Yes, I should have made myself clearer as we've had this discussion before. I was really thinking more of the highpoints the original magazine reached compared to the highpoints I've witnessed in the more recent reincarnation with the bias I have towards Lovecraft, Ashton Smith and Howard. I was also thinking of it's overall standing or contribution to the pantheon of similar magazines of that period. Thinking a little more objectively by way of a measured analysis of the overall content of the original magazine as compared to its current format, I would say, of what I have read to date, that the more recent publication is in fact more consistently good than its original.
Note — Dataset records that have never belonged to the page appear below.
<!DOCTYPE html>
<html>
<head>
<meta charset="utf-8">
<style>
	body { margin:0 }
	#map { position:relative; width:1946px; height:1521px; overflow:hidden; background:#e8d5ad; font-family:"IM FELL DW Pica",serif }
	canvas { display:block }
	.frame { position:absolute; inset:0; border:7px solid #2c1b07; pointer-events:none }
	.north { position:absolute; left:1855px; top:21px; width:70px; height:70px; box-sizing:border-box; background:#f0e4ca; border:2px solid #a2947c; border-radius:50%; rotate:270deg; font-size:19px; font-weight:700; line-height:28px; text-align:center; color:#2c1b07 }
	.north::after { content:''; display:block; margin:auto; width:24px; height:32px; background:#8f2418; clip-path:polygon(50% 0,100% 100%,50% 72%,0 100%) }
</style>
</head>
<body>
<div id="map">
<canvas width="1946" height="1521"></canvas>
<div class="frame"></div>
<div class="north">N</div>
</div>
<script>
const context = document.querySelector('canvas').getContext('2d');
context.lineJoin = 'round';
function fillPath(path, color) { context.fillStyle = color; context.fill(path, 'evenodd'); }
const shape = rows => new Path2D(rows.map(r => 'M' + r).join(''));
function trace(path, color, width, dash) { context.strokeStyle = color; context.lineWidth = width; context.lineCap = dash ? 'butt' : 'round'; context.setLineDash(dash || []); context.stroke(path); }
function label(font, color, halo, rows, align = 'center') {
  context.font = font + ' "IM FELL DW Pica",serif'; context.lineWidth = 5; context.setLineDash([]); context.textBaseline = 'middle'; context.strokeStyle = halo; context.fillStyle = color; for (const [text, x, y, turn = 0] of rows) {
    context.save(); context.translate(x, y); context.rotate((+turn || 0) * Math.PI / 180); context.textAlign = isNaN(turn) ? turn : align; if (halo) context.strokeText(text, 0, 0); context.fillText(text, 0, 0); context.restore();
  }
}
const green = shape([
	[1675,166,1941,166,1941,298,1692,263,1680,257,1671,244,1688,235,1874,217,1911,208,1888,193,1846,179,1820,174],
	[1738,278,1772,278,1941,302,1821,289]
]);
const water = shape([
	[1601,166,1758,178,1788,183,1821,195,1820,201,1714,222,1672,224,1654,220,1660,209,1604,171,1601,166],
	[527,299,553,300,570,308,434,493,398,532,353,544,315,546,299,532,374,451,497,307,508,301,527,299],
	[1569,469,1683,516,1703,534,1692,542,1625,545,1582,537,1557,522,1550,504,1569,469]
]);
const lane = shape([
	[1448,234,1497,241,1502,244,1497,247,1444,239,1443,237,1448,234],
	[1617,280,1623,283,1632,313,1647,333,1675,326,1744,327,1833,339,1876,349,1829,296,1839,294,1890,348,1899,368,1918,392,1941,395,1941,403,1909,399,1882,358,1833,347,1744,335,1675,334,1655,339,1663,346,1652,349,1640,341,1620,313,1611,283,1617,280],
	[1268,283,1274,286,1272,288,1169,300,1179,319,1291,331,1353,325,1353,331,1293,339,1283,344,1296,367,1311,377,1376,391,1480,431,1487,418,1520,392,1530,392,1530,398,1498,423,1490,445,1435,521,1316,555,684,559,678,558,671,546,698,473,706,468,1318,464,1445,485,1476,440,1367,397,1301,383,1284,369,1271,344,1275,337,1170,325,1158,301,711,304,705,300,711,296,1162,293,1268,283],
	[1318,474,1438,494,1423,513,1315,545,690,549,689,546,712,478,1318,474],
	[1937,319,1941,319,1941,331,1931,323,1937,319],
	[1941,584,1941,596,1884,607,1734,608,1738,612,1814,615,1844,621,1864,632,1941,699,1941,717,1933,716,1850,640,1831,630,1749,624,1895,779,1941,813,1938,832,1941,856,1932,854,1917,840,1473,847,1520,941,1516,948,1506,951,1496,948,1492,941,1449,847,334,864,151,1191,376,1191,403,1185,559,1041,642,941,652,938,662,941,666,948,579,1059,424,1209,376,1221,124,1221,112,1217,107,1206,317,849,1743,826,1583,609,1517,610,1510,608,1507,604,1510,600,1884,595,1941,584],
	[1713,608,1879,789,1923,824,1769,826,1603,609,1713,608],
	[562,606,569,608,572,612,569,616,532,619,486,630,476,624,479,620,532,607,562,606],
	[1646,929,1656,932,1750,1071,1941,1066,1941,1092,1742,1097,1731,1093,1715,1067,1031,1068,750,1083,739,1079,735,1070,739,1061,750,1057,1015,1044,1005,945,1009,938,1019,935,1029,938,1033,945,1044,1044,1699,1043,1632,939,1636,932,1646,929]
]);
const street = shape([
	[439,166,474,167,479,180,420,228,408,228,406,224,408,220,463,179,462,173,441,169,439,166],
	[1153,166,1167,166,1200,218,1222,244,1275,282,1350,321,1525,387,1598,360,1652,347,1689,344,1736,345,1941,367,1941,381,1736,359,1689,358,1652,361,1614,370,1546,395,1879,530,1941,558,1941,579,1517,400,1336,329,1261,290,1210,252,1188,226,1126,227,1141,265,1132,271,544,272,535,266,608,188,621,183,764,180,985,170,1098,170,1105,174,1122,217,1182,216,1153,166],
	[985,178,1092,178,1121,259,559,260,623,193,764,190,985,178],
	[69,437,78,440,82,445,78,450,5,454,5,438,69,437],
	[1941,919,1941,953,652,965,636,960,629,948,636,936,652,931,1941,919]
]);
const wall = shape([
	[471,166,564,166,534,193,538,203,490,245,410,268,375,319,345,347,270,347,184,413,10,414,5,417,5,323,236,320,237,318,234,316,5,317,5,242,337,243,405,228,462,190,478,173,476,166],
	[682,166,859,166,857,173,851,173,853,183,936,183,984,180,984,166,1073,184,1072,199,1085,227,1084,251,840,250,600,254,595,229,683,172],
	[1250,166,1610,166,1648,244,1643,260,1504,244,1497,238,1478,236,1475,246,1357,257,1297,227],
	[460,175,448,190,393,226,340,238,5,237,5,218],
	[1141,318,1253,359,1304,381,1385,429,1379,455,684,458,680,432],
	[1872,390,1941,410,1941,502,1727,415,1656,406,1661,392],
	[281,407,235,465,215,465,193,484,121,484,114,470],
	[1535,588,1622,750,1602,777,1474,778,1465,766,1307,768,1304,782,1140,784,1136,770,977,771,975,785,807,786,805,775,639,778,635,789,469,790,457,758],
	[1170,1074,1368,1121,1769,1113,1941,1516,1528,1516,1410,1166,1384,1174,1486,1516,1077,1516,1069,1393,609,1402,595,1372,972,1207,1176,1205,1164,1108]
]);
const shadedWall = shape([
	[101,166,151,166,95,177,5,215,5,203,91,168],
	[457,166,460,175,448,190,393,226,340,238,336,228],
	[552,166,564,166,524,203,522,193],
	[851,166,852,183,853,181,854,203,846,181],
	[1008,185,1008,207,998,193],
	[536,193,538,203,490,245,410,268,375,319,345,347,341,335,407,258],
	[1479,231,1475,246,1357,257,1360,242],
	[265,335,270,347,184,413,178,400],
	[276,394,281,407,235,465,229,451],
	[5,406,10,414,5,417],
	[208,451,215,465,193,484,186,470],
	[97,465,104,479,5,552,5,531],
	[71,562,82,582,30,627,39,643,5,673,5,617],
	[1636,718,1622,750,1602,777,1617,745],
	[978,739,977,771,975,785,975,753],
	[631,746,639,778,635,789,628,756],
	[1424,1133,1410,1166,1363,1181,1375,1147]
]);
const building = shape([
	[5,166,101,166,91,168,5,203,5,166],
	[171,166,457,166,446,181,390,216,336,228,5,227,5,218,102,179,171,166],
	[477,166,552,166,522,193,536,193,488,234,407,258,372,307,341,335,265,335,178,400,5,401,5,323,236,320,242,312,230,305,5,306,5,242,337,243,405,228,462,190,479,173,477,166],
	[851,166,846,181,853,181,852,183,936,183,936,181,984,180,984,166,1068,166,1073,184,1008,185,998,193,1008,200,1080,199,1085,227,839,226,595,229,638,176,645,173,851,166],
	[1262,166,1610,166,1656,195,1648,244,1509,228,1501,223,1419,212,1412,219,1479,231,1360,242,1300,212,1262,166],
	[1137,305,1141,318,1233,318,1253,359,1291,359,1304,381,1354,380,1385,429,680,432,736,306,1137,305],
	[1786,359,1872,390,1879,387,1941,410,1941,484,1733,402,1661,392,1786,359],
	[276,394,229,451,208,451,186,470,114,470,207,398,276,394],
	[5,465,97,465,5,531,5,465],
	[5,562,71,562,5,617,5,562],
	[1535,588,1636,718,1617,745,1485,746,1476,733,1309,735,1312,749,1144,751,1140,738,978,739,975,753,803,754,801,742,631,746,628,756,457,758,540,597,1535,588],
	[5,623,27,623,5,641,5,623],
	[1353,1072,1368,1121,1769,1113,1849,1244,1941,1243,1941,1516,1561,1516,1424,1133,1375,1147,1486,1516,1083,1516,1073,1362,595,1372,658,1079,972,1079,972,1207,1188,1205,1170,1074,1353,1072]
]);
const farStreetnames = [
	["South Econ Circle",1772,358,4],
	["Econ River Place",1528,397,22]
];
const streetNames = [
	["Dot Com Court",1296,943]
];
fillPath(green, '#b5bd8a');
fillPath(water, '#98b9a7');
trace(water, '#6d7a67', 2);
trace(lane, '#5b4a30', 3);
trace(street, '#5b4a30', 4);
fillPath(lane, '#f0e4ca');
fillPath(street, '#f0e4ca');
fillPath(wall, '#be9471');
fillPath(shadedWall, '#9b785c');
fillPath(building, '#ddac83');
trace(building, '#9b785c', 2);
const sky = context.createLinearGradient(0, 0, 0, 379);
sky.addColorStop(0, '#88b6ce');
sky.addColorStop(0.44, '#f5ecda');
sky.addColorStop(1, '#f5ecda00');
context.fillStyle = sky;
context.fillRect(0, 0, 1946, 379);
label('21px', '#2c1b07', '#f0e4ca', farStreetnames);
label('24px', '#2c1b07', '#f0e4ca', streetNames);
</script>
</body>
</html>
You are of course correct too regarding the original Weird Tales magazine. There certainly was a lot of crap as you put it and from what I've read from facsimile edns, I would say in the majority rather than the minority.

Sorry for the misleading statement. I may have suffered from a momentary lapse of nostalgic overload...:rolleyes:
 
Some of these writers either are or have been recently brought back into print by some of the smaller presses. John Pelan's Midnight House/Darkside Press, for instance, have done such things as volumes by Joseph Payne Brennan and G. G. Pendarves, as well as a set of books by Leiber and other items; Night Shade Books have been bringing out sets of works by Manley Wade Wellman and others, and so forth....

Midnight House Books

Night Shade Books: Search Results

Still, it would be nice to see a set of books representing the better pulp writers in the field and introducing their work to a new generation of readers. (But heaven forfend they should bring in any of Seabury Quinn's Jules de Grandin tales!)
 
Sorry for the misleading statement. I may have suffered from a momentary lapse of nostalgic overload...:rolleyes:

*chuckle* It happens to the best of us (and, in my case, sometimes the not-so-best of us)... otherwise, why would I have a shelf's worth of such anthologies sitting in my place....?:D
 
JD, GOLLUM: how about compiling your lists of the first 15 titles you'd like to see released in a putative Horror Masterworks series? You can include famous and obscure titles, as long as you think they're among the very best.